**THE TASK:** Copy out the lines of the records below, and only those lines, from the one with "margin:0; font-size:16px; white-space:nowrap;" through the one with "flex:none; width:28px; height:28px;", exactly as they appear.

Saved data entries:
==*==

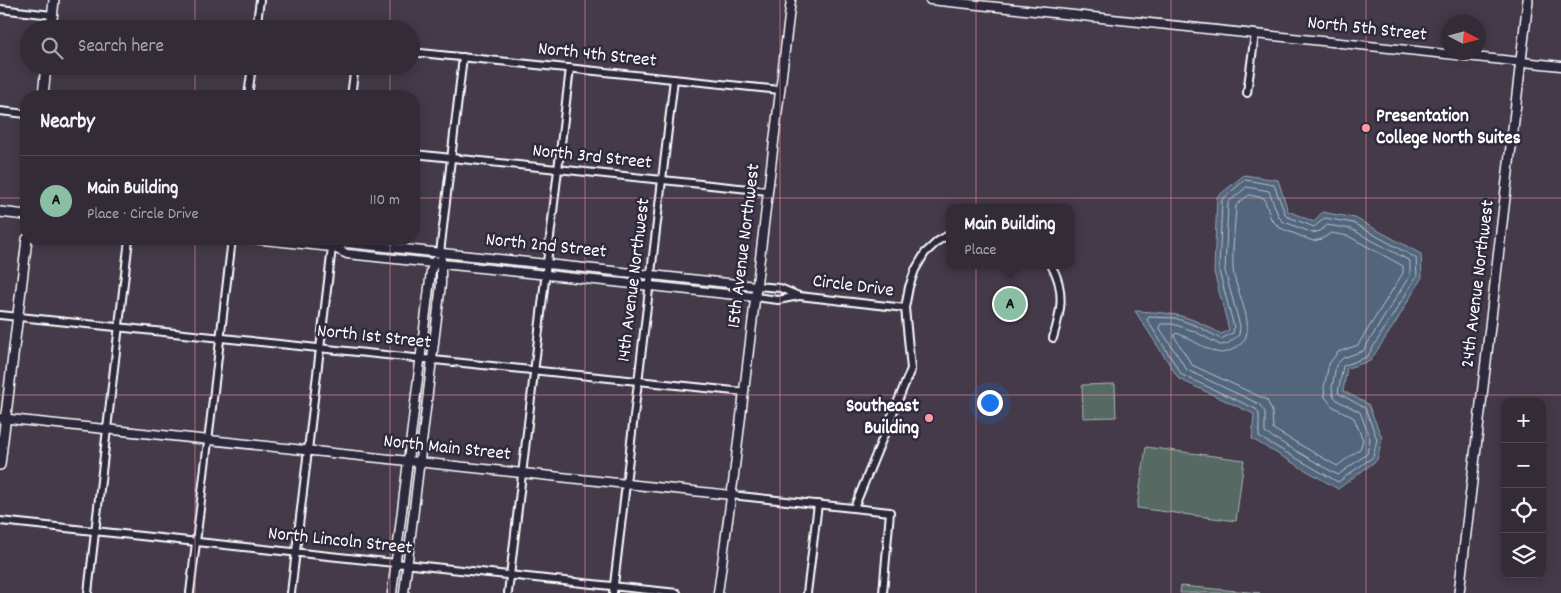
<!DOCTYPE html>
<html lang="en">
<head>
<meta charset="utf-8">
<style>
	body { margin:0; font-family:Dekko,sans-serif; background:#3e3842; color:#f1f3f6 }
	.controls { position:absolute; right:15px; bottom:15px; display:grid; overflow:hidden; border-radius:10px; box-shadow:0 2px 12px #0003 }
	.controls button { width:45px; height:45px; display:grid; place-items:center; padding:0; border:0; border-bottom:1px solid #4e4852; background:#332c37; color:#f1f3f6; font:25px sans-serif }
	.compass { position:absolute; left:1441px; top:15px; width:45px; height:45px; border-radius:50%; background:#332c37; box-shadow:0 2px 12px #0003; rotate:96deg }
	.you { position:absolute; left:989px; top:402px; width:18px; height:18px; margin:-12px; border:4px solid #fff; border-radius:50%; background:#1a73e8; box-shadow:0 0 0 8px #1a73e833 }
	.badge { display:grid; place-items:center; width:32px; height:32px; border-radius:50%; background:#8abfa5; color:#111; font-size:16px; font-weight:700 }
	.pin { position:absolute; translate:-50% -50%; border:2px solid #fff; box-shadow:0 1px 5px #0006 }
	.popup { position:absolute; left:946px; top:204px; width:128px; height:65px; box-sizing:border-box; display:grid; place-content:center; border-radius:10px; background:#332c37; filter:drop-shadow(0 1px 4px #0005); font-size:16px; white-space:nowrap; color:#a9a7ad }
	.popup b { font-size:19px; color:#f1f3f6 }
	.popup::after { content:''; position:absolute; left:50%; top:100%; margin-left:-10px; border:10px solid transparent; border-top-color:#332c37 }
	.list { margin:0; padding:0; list-style:none }
	h2 { display:flex; justify-content:space-between; align-items:center; height:65px; margin:0; padding:0 20px; font-size:21px }
	h2 small { font-size:16px; font-weight:400; color:#a9a7ad }
	.list li { display:grid; grid-template-columns:32px 1fr auto; gap:15px; align-items:center; box-sizing:border-box; height:90px; padding:0 20px; border-top:1px solid #4e4852 }
	.list b { display:block; font-size:19px; white-space:nowrap }
	.list p { margin:0; font-size:16px; white-space:nowrap; color:#a9a7ad }
	.list em { font-size:16px; font-style:normal; color:#a9a7ad }
	.icon { flex:none; width:28px; height:28px; fill:none; stroke:currentColor; stroke-width:2; stroke-linecap:round; stroke-linejoin:round }
	.map { position:relative; flex:none; width:1561px; height:593px; overflow:hidden }
	.search { position:absolute; background:#332c37; box-shadow:0 2px 12px #0003; left:20px; top:20px; width:400px; height:55px; display:flex; align-items:center; gap:12px; box-sizing:border-box; padding:0 18px; border-radius:28px; color:#a9a7ad; font-size:19px }
	.panel { position:absolute; background:#332c37; box-shadow:0 2px 12px #0003; left:20px; top:90px; width:400px; height:155px; border-radius:20px }
	.map>svg:first-child { display:block }
</style>
</head>
<body>
<div class="map">
<svg width="1561" height="593" viewBox="0 0 1561 593">
	<rect width="100%" height="100%" fill="#443a49"/>
	<filter id="ink" filterUnits="userSpaceOnUse"><feTurbulence type="fractalNoise" baseFrequency=".02" numOctaves="2"/><feDisplacementMap in="SourceGraphic" scale="10" xChannelSelector="R" yChannelSelector="G"/><feConvolveMatrix kernelMatrix="1 2 1 2 8 2 1 2 1" color-interpolation-filters="sRGB"/></filter>
	<g filter="url(#ink)">
		<g fill="#576a64" stroke="#abb4b2">
			<polygon points="1115,384 1116,417 1083,418 1082,385"/>
			<polygon points="1146,447 1244,460 1236,521 1137,508"/>
			<polygon points="1181,586 1260,593 1180,593"/>
		</g>
		<path fill="#51657c" stroke="#97a3b0" d="M1244,175L1278,180L1288,211L1314,222L1322,212L1355,218L1421,254L1422,277L1396,322L1370,361L1347,368L1343,391L1368,404L1382,438L1377,460L1338,489L1252,439L1254,414L1179,379L1135,311C1174,313 1187,314 1221,334L1229,330L1214,272L1217,197Z"/>
		<g fill="none" stroke-linecap="round" stroke-linejoin="round">
			<g stroke="#b9c1cb" stroke-width="1">
				<polygon points="1245,180 1274,185 1286,216 1314,227 1325,218 1353,223 1416,258 1417,276 1367,357 1343,366 1338,393 1365,408 1377,439 1373,457 1338,482 1259,437 1259,414 1256,409 1182,375 1147,320 1149,317 1175,318 1197,326 1221,339 1233,333 1234,327 1219,271 1222,200"/>
				<polygon points="1247,187 1269,191 1278,215 1282,221 1313,233 1320,231 1327,225 1351,229 1410,261 1410,275 1363,351 1343,358 1336,365 1332,388 1333,395 1338,401 1360,412 1370,439 1367,454 1338,475 1265,433 1265,412 1259,404 1187,370 1159,327 1161,324 1173,324 1194,331 1220,345 1227,344 1239,335 1240,326 1225,271 1228,203"/>
				<path d="M1249,195L1264,198L1271,219L1280,228L1313,241L1322,239L1331,233L1348,236L1403,266V273L1358,345L1338,352L1329,364L1324,387L1325,397L1332,406L1354,418L1363,440L1360,449L1337,466L1273,429L1272,411L1267,400L1192,365L1174,336L1176,333C1189,337 1210,353 1222,353C1228,352 1232,350 1237,347C1262,332 1234,291 1233,268C1232,248 1235,227 1236,206Z"/>
			</g>
			<g stroke="#fff" stroke-width="10">
				<g id="minor">
					<polyline points="0,9 52,15"/>
					<polyline points="256,29 260,0"/>
					<polyline points="411,52 780,90"/>
					<polyline points="1247,93 1255,34"/>
					<polyline points="248,96 252,66"/>
					<polyline points="351,96 355,66"/>
					<polyline points="0,111 26,114"/>
					<polyline points="414,154 768,191"/>
					<polyline points="440,253 463,57"/>
					<path d="M1051,265C1066,290 1061,312 1053,338"/>
					<polyline points="756,286 780,288 799,296 905,308"/>
					<polyline points="755,297 778,300 799,296"/>
					<polyline points="0,315 744,392"/>
					<polyline points="731,495 890,512 883,593"/>
					<polyline points="854,508 911,369 905,308 909,287 915,270 925,253 938,241 950,234"/>
					<polyline points="0,521 677,593"/>
					<polyline points="88,593 129,239"/>
					<polyline points="190,593 232,239"/>
					<polyline points="291,593 333,239"/>
					<polyline points="508,593 570,68"/>
					<polyline points="613,593 674,79"/>
					<polyline points="807,593 818,504"/>
				</g>
			</g>
			<g stroke="#fff" stroke-width="11">
				<g id="tertiary">
					<polyline points="930,0 1561,66"/>
					<polyline points="253,239 332,247 347,254 755,297"/>
					<polyline points="332,247 347,243 756,286"/>
					<polyline points="0,418 731,495"/>
					<polyline points="392,593 431,271 435,261"/>
					<polyline points="404,593 441,284 441,260"/>
					<polyline points="718,593 733,483 791,0"/>
				</g>
			</g>
			<g stroke="#fff" stroke-width="12">
				<g id="secondary">
					<polyline points="51,29 54,0"/>
					<polyline points="43,96 46,66"/>
					<polyline points="0,212 26,215"/>
					<polyline points="0,465 27,239"/>
					<polyline points="1459,593 1528,0"/>
				</g>
			</g>
			<use href="#minor" stroke="#2f2a3d" stroke-width="6"/>
			<use href="#tertiary" stroke="#2f2a3d" stroke-width="8"/>
			<use href="#secondary" stroke="#2f2a3d" stroke-width="9"/>
		</g>
	</g>
	<path fill="none" stroke="#ff9aa2" stroke-width="1" stroke-opacity="0.55" d="M195,0V29M390,0V29M585,0V593M780,0V593M976,0V593M1171,0V593M1366,0V593M195,66V96M390,66V96M0,198H26M414,198H1561M195,239V593M390,239V593M0,395H1561"/>
	<g fill="#ff9aa2" stroke="#2f2a3d" stroke-width="2">
		<circle cx="1366" cy="128" r="5"/>
		<circle cx="929" cy="418" r="5"/>
	</g>
	<g text-anchor="middle" dominant-baseline="central" stroke-width="5" stroke-linejoin="round" paint-order="stroke">
		<g font-size="19" fill="#fff" stroke="#2f2a3d">
			<text transform="translate(1367 30) rotate(6)">North 5th Street</text>
			<text transform="translate(597 56) rotate(6)">North 4th Street</text>
			<text transform="translate(592 158) rotate(6)">North 3rd Street</text>
			<text transform="translate(745 246) rotate(-83)">15th Avenue Northwest</text>
			<text transform="translate(546 247) rotate(6)">North 2nd Street</text>
			<text transform="translate(635 280) rotate(-83)">14th Avenue Northwest</text>
			<text transform="translate(1479 284) rotate(-83)">24th Avenue Northwest</text>
			<text transform="translate(853 287) rotate(7)">Circle Drive</text>
			<text transform="translate(374 338) rotate(6)">North 1st Street</text>
			<text transform="translate(447 449) rotate(6)">North Main Street</text>
			<text transform="translate(340 542) rotate(6)">North Lincoln Street</text>
		</g>
		<g font-size="19" font-weight="bold" fill="#fff" stroke="#2f2a3d" text-anchor="start">
			<text x="1376" y="117">Presentation<tspan x="1376" dy="22">College North Suites</tspan></text>
			<text x="919" y="407" text-anchor="end">Southeast<tspan x="919" dy="22">Building</tspan></text>
		</g>
	</g>
</svg>
<div class="controls">
<button>+</button>
<button>−</button>
<button><svg class="icon" aria-label="locate" viewBox="0 0 24 24"><circle cx="12" cy="12" r="6"/><path d="M12 2v4M12 18v4M2 12h4M18 12h4"/></svg></button>
<button><svg class="icon" aria-label="layers" viewBox="0 0 24 24"><path d="M12 4l9 5-9 5-9-5zM3 14l9 5 9-5"/></svg></button>
</div>
<svg class="compass" viewBox="-18 -18 36 36"><path d="M0-13l5 13h-10z" fill="#e53935"/><path d="M0 13l5-13h-10z" fill="#a9a7ad"/></svg>
<div class="you"></div>
<div class="pin badge" style="left:1010px;top:304px">A</div>
<div class="popup"><b>Main Building</b>Place</div>
<div class="search"><svg class="icon" aria-label="search" viewBox="0 0 24 24"><circle cx="10" cy="10" r="6"/><path d="M15 15l6 6"/></svg>Search here</div>
<section class="panel">
<h2>Nearby<small></small></h2>
<ul class="list">
<li><span class="badge">A</span><div><b>Main Building</b><p>Place · Circle Drive</p></div><em>110 m</em></li>
</ul>
</section>
</div>
</body>
</html>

==*==

**COMPLETED TASK:**
	.list p { margin:0; font-size:16px; white-space:nowrap; color:#a9a7ad }
	.list em { font-size:16px; font-style:normal; color:#a9a7ad }
	.icon { flex:none; width:28px; height:28px; fill:none; stroke:currentColor; stroke-width:2; stroke-linecap:round; stroke-linejoin:round }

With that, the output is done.